I've corrected the above mentioned issues; please find attached a patch for lucid; I'll attach a patch for maverick and pass it over upstream asap.

Cheers!

Hi,

I've attached the patch for maverick along.

Zubin, thank you for your work on these patches. Unfortunately, they are still being patched directly, rather than using the quilt patches system (notice the debian/patches directory-- your patch should be in this directory). As mentioned, please see http://pkg-perl.alioth.debian.org/howto/quilt.html for more information.

Additionally, the patches do not contain DEP-3 comments. These are required for patch attribution, origin, extended description, bugs, etc. Has this patch been forwarded upstream? Does it come from an upstream commit? Has it been reviewed by upstream? This information should be captured in the DEP-3 comments (see http://dep.debian.net/deps/dep3/ for details).

Unsubscribing ubuntu-security-sponsors for now. Please make these adjustments and resubscribe. Thanks again.

xiph.org have just announced version 2.3.3, which includes a fix for CVE-2011-4612 : http://lists.xiph.org/pipermail/icecast/2012-June/012217.html

Debian has 2.3.3 http://packages.debian.org/source/unstable/icecast2 - how about updating the ubuntu package based on that?

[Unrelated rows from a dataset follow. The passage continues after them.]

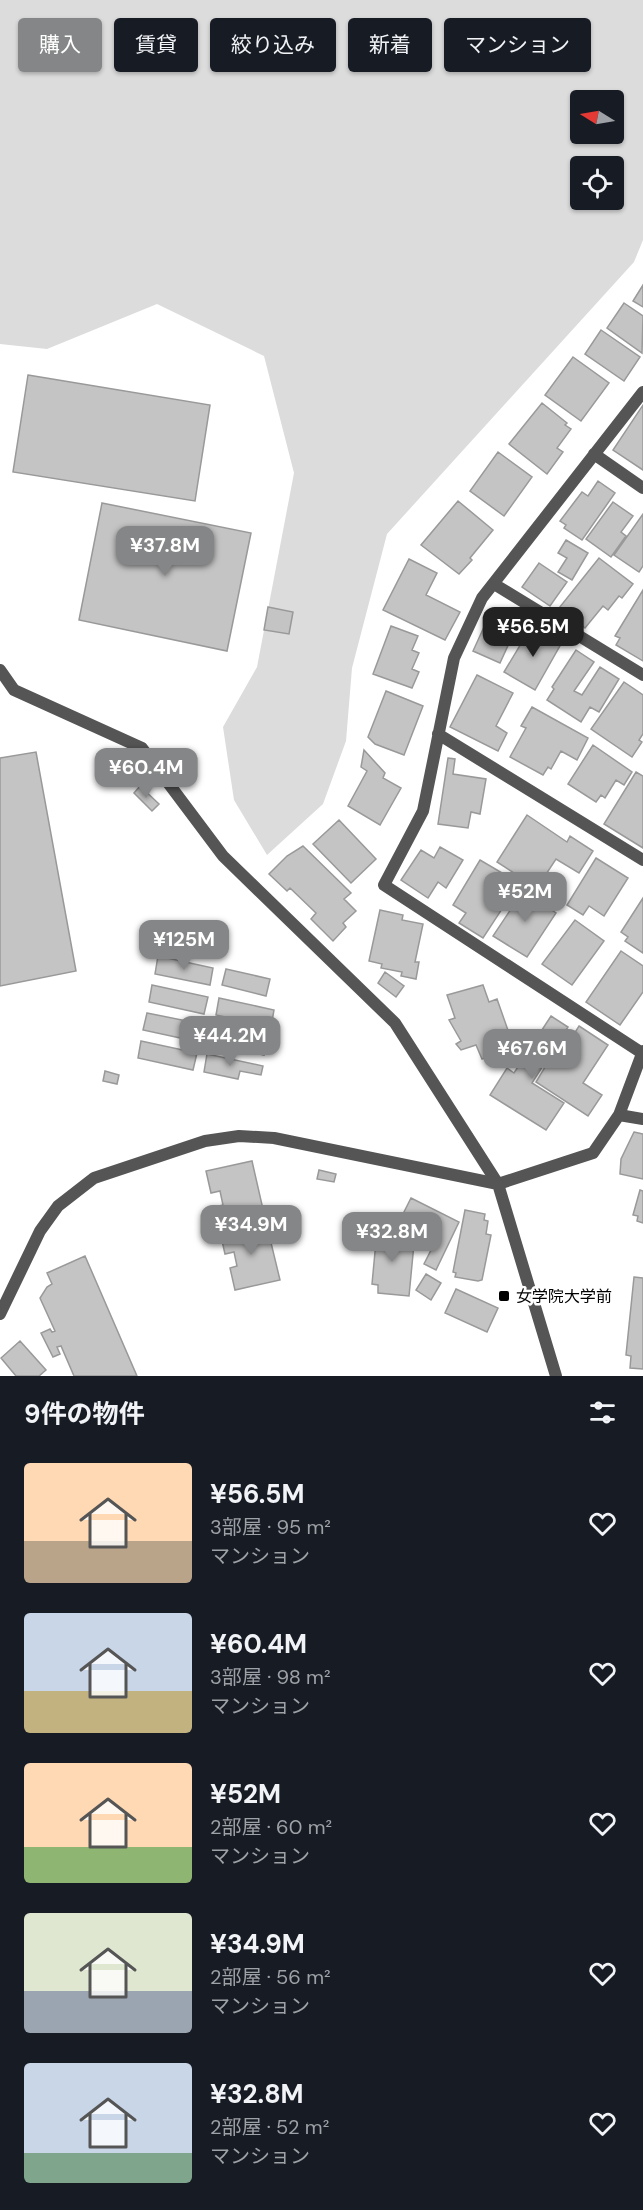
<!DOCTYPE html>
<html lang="ja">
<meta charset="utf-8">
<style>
body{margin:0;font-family:"DM Sans","Noto Sans JP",sans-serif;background:#20242c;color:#f1f3f6;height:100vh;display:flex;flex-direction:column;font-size:22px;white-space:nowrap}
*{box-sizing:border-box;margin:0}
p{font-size:20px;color:#9ea1a6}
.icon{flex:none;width:33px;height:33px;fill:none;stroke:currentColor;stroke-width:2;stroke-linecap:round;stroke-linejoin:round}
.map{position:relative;height:1376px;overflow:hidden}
.sheet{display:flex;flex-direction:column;background:#171b24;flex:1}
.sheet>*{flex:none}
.banner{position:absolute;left:18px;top:18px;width:608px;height:54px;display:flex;gap:12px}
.needle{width:39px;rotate:281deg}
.fabs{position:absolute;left:570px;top:90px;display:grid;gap:12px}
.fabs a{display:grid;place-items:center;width:54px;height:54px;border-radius:6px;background:#171b24;box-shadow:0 2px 4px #0004;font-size:30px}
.price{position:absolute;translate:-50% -51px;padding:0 14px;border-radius:12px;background:#858687;color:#fff;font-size:20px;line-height:39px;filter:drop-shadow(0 2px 3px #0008)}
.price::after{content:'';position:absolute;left:50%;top:36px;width:18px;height:14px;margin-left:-9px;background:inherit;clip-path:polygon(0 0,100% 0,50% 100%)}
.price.selected{background:#222;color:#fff}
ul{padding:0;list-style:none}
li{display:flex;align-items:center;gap:18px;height:150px;padding:0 24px}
li span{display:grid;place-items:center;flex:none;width:168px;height:120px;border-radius:6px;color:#555}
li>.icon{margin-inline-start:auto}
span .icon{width:72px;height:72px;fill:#fffc;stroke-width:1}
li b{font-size:26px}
h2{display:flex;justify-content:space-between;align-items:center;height:72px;padding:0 24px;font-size:26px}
.chip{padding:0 21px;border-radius:6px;background:#171b24;box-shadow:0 2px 4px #0004;font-size:21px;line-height:54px}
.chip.selected{background:#858687;color:#fff}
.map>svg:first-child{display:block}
.green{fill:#dcdcdc;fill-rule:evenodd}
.building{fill:#c4c4c4;stroke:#999;stroke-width:1.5}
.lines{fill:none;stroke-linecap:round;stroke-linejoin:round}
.service{stroke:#555;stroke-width:12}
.minor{stroke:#555;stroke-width:12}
.tertiary{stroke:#555;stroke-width:12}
.poi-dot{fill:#000;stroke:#fff;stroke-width:2}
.labels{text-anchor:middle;stroke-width:5;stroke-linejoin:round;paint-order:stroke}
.poi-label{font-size:16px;fill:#000;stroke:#fff;text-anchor:start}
</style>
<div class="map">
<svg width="643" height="1376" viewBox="0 0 643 1376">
<rect width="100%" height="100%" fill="#fff"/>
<path class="green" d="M0,0h643v240l-9,22 -247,272 -35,134 -6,73 -23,63 -56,51 -33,-55 -11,-73 34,-60 37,-194 -30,-117 -107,-52 -110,45 -47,-5zM580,100h34v34h-34zM580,166h34v34h-34z"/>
<path class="building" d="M643,285v22l-10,-6z
M624,303l19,13 -1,37 -35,-25z
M601,330l39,27 -16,24 -39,-27z
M573,357l36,26 -28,38 -36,-26z
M28,375l182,30 -15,96 -182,-29z
M542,403l25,20 -2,2 6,4 -14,19 6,4 -16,22 -38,-30z
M643,405v65l-30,-20z
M498,452l34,25 -28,39 -34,-25z
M598,481l17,12 -33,47 -18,-12 2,-3 -6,-4 22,-29 6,4z
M458,501l35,29 -23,28 2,2 -13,14 -38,-29z
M613,502l20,14 -12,16 5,4 -15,21 -25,-18z
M102,503l149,30 -24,118 -148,-31z
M643,514v52l-4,6 -25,-17z
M566,540l22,13 -16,27 -14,-8 9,-14 -9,-5z
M599,558l34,26 -11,14 -3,-2 -11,14 -5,-4 -18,22 -26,-20z
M409,559l28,14 -11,22 34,17 -15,28 -62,-30z
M539,563l28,19 -17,24 -28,-19z
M643,590v71l-27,-16 4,-7 -5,-2z
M268,607l25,5 -4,22 -25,-4z
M489,616l27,12 -16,35 -27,-12z
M391,626l27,10 -6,14 7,3 -7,16 7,3 -7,16 -39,-14z
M531,627l30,17 -26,46 -31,-18z
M576,650l18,12 -20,29 8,4 18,-28 19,12 -20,33 -9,-5 -9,15 -34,-22 7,-11 -2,-2z
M477,675l36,18 -17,33 11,7 -9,18 -48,-24z
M624,682l19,13v39l-4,6 3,2 -10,15 -41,-28z
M386,691l37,15 -19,49 -29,-11 -7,-7z
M532,707l56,31 -11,22 -16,-9 -10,18 -3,-2 -5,8 -33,-18 16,-29 -5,-2z
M593,745l39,27 -8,13 -8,-5 -11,18 -4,-3 -5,7 -28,-18z
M364,750l21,23 -2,5 18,10 -21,37 -32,-19 19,-35 -6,-4z
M36,752l40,219 -76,15v-228z
M448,758l7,1 -2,15 33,5 -6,35 -9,-2 -3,16 -30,-4z
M636,772l7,4v72l-39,-24z
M140,786l19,18 -7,7 -18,-18z
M527,815l40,27 3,-6 23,15 -14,22 -23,-14 -19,29 -40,-26z
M339,820l37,39 -25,24 -38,-39z
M303,846l48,47 -7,6 12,12 -13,12 3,4 -13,14 -22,-22 5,-6 -26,-25 -3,3 -18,-17 18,-18z
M440,847l23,13 -17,28 -8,-6 -10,16 -27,-18 20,-30 13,8z
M596,858l32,20 -24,38 -15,-10 -6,9 -16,-10z
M480,860l39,23 -36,55 -24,-15 7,-10 -13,-8z
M525,888l26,17 -2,3 7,5 -29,44 -34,-21z
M643,898v55l-18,-12 3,-4 -7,-5z
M380,910l23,5 -1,5 21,4 -8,38h4l-3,17 -15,-3 1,-4 -21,-4 1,-4 -13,-3z
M575,920l29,21 -32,44 -30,-21z
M163,927l55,12 -3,17 -55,-11z
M621,951l22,15v26l-23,33 -34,-23z
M158,956l55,12 -3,17 -55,-11z
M226,969l44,10 -4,17 -44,-11z
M385,972l19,14 -8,11 -18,-14z
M152,985l56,12 -4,17 -55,-12z
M483,985l6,17 8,-3 13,37 -19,7 4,11 -13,5 -6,-14 -15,5 -5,-6 5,-3 -12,-21 6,-2 -8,-23z
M219,998l55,12 -3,17 -55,-12z
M147,1013l55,11 -3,18 -56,-12z
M551,1016l17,11 -36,56 32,20 -18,27 -56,-35 17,-27 7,5z
M212,1026l56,12 -4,17 -55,-12z
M579,1026l29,19 -25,38 19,12 -14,21 -52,-34 12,-20 6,4z
M141,1041l56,12 -4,17 -55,-12z
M207,1054l56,12 -2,9 -21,-4 -2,8 -34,-7z
M105,1071l14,4 -2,9 -14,-3z
M634,1132l9,2v45l-23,-5 1,-15z
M252,1161l13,57 -44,11 -6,-22 8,-2 -3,-14 -9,2 -5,-22z
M319,1170l17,4 -2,8 -17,-3z
M640,1190l3,1v32l-6,-2 1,-5 -5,-1z
M411,1198l48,24 -23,48 -12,-6 7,-14 -37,-18z
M465,1210l20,4 -1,6 4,1 -2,13 5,1 -9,45 -4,1 -23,-4 1,-4 -3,-1z
M378,1220l13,1 -2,20 25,3 -5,52 -31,-3v-8l-6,-1z
M266,1222l14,58 -45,10 -5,-22 7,-2 -3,-14 -9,2 -5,-22z
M85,1256l52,120h-63l-13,-30 -4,1 3,7 -7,3 -12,-24 9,-4 2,3 3,-1 -15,-33 7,-11 5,-3 -5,-11z
M426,1274l15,9 -10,17 -15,-10z
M634,1277l9,1v91l-13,-1 1,-12 -5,-1z
M456,1289l42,19 -11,24 -42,-19z
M20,1341l26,29 -7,6h-23l-15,-18z"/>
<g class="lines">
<path class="service" d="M0,670l14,20 128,58 81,108 172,167 103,161"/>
<path class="minor" d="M594,454l49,34
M494,584l149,91
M438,734l205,126
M642,1053l-258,-168 39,-74 31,-153 28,-60 161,-206
M619,1115l24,4
M498,1184l95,-31 26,-38 24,-64"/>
<path class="tertiary" d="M0,1314l40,-83 18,-25 36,-28 111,-37 34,-5 35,2 224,46 58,192"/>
</g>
<rect class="poi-dot" x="498" y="1290" width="12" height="12" rx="3"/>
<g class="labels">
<g class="poi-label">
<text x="516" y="1302">女学院大学前</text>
</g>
</g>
</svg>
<div class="fabs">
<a><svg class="needle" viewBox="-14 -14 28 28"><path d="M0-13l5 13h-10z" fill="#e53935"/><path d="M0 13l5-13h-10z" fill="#9ea1a6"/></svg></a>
<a><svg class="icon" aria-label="locate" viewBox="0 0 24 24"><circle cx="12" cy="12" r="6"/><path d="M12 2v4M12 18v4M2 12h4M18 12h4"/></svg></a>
</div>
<b class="price" style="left:165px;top:577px">¥37.8M</b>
<b class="price selected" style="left:533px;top:658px">¥56.5M</b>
<b class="price" style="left:146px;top:799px">¥60.4M</b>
<b class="price" style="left:525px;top:923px">¥52M</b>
<b class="price" style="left:184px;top:971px">¥125M</b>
<b class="price" style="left:230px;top:1067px">¥44.2M</b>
<b class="price" style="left:532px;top:1080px">¥67.6M</b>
<b class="price" style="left:251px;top:1256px">¥34.9M</b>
<b class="price" style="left:392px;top:1263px">¥32.8M</b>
<div class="banner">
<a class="chip selected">購入</a>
<a class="chip">賃貸</a>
<a class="chip">絞り込み</a>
<a class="chip">新着</a>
<a class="chip">マンション</a>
</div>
</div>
<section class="sheet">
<h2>9件の物件<svg class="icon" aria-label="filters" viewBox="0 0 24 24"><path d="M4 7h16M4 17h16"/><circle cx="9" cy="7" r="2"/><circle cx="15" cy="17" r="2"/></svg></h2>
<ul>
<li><span style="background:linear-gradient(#ffd9b3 65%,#b9a48a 0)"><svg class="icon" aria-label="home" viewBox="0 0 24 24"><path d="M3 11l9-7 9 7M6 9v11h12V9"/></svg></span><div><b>¥56.5M</b><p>3部屋 · 95 m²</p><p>マンション</p></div><svg class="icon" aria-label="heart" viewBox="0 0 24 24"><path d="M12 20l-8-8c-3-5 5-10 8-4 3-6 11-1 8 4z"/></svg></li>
<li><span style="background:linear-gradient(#c9d6e8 65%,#c2b280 0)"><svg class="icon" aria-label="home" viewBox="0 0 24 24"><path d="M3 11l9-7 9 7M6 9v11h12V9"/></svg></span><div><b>¥60.4M</b><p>3部屋 · 98 m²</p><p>マンション</p></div><svg class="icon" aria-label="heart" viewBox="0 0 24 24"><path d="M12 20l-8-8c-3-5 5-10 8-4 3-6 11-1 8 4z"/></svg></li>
<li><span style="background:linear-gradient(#ffd9b3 70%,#8fb573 0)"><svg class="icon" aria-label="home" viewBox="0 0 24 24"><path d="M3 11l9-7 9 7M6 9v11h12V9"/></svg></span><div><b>¥52M</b><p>2部屋 · 60 m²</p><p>マンション</p></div><svg class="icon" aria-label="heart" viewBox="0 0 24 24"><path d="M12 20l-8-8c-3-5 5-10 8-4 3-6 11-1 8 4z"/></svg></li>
<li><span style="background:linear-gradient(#dfe7d0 65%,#9aa5b1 0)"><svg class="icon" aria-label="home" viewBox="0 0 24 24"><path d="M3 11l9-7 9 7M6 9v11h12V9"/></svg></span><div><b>¥34.9M</b><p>2部屋 · 56 m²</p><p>マンション</p></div><svg class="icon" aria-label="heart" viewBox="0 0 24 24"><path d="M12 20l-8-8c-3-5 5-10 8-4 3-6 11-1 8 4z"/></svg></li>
<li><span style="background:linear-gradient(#c9d6e8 75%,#7fa58c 0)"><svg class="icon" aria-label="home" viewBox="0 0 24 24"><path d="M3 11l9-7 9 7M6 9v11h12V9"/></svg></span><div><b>¥32.8M</b><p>2部屋 · 52 m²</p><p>マンション</p></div><svg class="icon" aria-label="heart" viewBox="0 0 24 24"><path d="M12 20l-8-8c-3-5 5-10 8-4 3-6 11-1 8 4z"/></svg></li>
</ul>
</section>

After all the release fixes 3 security issues (out of which probably 2 apply to the default ubuntu package).

We are closing this bug report because it lacks the information we need to investigate the problem, as described in the previous comments. Please reopen it if you can give us the missing information, and don't hesitate to submit bug reports in the future. To reopen the bug report you can click on the current status, under the Status column, and change the Status back to 'New'. Thanks again!

Actually, Ubuntu 13.04 has the fix as part of 2.3.3-1ubuntu1:
icecast2 (2.3.3-1ubuntu1) raring; urgency=low

  * Merge from debian unstable, remaining changes:
    - 1004_fix_xmlCleanupParser_splatter.patch: Make sure that
      xmlCleanupParser() is only called once: on exit. Doing otherwise
      potentially results in Bad Things (e.g., crashes that point
      incorrectly to PulseAudio).

 -- Lorenzo De Liso <email address hidden> Tue, 04 Dec 2012 16:08:48 +0100

icecast2 (2.3.3-1) unstable; urgency=low

  [ upstream ]
  * New upstream bugfix release.
    + Allow the source password to be undefined. This is to avoid
      falling back to a default password which would be a security
      problem. Fixing #1846
    + Applied justdave's patches, fixing #1717 and #1718. HTTPS now with
      better security and support for chained certificates.
    + trunk/icecast/conf/icecast_minimal.xml.in: Updated <alias> to use
      destination="" not dest="". The old dest="" attribute is still
      supported.
    + Added 'admin' and 'location' to default config, thus fixing #1839.
    + Added VCLT playlist support.
    Closes: bug#652663, which fixes CVE-2011-4612.